- [Exercise requirements]:
Going through the entries below, count each line containing the word "limit". Report the number only.

━━━ Input data ━━━

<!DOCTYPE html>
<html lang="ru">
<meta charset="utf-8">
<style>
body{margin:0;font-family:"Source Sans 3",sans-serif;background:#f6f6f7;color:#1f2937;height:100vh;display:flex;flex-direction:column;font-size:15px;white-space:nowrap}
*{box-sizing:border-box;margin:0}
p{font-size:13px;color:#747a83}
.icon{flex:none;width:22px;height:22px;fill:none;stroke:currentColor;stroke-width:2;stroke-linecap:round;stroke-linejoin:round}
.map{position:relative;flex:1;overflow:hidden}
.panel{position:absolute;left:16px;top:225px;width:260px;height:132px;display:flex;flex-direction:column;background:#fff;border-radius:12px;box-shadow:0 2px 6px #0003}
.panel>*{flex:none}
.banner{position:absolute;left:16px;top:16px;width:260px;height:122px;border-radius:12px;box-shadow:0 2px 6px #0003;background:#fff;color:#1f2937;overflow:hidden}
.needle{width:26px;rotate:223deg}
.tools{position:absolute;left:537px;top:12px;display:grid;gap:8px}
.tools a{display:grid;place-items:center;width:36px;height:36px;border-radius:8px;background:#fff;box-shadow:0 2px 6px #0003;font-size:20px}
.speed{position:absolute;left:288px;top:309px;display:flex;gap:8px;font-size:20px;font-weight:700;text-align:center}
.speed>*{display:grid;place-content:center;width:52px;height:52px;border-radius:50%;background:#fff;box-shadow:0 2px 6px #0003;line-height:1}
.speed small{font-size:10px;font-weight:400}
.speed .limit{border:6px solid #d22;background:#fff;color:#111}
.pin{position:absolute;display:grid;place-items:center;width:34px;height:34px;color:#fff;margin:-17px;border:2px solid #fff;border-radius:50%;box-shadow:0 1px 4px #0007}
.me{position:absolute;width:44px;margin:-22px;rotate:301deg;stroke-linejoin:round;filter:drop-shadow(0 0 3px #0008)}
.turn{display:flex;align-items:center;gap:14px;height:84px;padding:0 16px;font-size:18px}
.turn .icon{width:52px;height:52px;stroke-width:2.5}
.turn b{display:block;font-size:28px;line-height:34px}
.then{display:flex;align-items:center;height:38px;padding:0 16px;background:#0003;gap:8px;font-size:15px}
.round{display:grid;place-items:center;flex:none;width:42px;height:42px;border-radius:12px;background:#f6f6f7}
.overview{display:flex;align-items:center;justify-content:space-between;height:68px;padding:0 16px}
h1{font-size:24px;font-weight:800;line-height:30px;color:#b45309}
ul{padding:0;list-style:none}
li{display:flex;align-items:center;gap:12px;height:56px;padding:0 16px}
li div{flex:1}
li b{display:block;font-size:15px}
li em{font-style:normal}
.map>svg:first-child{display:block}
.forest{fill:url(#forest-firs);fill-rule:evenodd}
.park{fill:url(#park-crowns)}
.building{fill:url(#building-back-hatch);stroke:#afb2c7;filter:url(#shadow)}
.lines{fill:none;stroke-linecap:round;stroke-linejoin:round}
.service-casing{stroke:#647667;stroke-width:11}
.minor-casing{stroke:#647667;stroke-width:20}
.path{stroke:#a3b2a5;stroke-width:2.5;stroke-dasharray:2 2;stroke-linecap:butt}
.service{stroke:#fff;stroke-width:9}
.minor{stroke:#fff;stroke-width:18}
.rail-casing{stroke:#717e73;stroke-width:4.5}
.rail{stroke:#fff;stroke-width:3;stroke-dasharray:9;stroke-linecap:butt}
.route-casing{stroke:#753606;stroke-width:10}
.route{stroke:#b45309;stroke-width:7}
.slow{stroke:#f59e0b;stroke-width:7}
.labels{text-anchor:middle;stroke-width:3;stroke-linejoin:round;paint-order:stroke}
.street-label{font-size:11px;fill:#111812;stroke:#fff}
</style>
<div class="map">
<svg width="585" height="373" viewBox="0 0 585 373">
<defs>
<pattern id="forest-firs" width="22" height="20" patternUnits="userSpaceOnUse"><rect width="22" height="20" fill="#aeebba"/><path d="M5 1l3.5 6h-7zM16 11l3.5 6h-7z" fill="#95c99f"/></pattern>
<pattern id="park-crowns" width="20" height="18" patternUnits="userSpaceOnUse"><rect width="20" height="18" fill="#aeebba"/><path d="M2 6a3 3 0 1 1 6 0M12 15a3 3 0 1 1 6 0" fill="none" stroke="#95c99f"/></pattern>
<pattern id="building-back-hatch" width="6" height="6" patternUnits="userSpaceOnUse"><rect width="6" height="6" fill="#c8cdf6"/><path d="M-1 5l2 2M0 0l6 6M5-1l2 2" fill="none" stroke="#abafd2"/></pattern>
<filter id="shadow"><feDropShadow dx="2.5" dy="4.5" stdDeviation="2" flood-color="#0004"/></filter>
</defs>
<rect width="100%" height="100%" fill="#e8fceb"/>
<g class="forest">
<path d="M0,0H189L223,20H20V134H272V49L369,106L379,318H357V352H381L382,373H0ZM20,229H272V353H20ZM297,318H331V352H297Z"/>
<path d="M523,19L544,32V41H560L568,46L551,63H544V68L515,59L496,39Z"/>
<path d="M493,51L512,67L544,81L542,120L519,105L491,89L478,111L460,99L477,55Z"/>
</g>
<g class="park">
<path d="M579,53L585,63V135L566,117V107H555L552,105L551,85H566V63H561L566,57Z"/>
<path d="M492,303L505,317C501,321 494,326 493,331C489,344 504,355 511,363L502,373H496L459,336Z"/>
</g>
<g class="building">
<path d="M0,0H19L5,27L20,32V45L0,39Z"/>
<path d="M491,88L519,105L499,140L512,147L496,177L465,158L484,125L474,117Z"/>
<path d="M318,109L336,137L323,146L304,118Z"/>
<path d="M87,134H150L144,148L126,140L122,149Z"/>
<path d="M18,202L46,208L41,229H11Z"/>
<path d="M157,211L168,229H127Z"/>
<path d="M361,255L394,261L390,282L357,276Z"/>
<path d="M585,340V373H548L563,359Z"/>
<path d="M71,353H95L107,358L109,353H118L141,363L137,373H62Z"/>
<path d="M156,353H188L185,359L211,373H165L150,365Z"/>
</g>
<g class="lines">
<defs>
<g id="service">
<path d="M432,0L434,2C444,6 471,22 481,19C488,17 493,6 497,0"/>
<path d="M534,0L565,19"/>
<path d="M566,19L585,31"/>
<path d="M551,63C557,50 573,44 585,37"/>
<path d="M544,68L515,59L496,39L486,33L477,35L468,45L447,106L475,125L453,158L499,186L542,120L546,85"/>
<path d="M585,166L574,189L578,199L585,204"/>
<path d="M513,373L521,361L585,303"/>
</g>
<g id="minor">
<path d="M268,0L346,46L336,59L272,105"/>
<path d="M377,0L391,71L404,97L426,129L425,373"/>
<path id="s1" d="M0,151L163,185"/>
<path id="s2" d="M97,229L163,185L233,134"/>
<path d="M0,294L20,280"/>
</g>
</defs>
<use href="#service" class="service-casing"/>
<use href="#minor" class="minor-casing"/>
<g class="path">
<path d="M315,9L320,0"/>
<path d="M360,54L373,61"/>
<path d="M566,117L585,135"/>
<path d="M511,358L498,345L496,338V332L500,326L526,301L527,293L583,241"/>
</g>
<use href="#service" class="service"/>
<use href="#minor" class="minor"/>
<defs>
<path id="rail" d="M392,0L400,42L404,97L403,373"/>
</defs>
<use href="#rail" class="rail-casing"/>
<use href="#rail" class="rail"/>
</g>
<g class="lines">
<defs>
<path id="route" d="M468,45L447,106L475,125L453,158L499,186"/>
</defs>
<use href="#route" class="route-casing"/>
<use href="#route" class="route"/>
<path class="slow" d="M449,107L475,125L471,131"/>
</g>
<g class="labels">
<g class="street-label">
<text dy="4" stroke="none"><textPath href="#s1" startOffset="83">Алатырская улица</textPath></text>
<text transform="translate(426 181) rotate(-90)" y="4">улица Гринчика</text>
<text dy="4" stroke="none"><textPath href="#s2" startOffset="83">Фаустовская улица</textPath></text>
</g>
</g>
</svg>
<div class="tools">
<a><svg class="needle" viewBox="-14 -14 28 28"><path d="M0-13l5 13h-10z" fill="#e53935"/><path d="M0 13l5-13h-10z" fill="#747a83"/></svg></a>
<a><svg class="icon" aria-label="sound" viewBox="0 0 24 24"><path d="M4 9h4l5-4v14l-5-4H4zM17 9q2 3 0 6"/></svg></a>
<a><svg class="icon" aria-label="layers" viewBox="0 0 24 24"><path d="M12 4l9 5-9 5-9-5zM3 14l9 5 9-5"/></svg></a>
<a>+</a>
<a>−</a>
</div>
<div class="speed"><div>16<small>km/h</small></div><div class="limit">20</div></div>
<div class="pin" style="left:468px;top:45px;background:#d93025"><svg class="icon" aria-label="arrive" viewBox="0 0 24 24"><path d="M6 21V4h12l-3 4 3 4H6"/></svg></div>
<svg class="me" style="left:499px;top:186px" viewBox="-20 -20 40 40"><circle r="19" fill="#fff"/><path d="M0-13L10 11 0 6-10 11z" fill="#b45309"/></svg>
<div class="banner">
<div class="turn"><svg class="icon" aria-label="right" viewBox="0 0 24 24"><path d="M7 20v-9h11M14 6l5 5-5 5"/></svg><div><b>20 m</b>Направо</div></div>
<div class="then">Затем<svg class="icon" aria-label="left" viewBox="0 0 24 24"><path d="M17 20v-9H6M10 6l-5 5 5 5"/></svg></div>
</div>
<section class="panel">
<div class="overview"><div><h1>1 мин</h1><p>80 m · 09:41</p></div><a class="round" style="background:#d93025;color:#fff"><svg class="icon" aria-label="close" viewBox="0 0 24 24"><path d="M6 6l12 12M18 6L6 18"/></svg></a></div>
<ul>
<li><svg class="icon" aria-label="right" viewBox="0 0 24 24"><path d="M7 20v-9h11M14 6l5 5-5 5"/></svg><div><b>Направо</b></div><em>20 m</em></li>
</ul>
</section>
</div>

━━━

- [Task result]:
2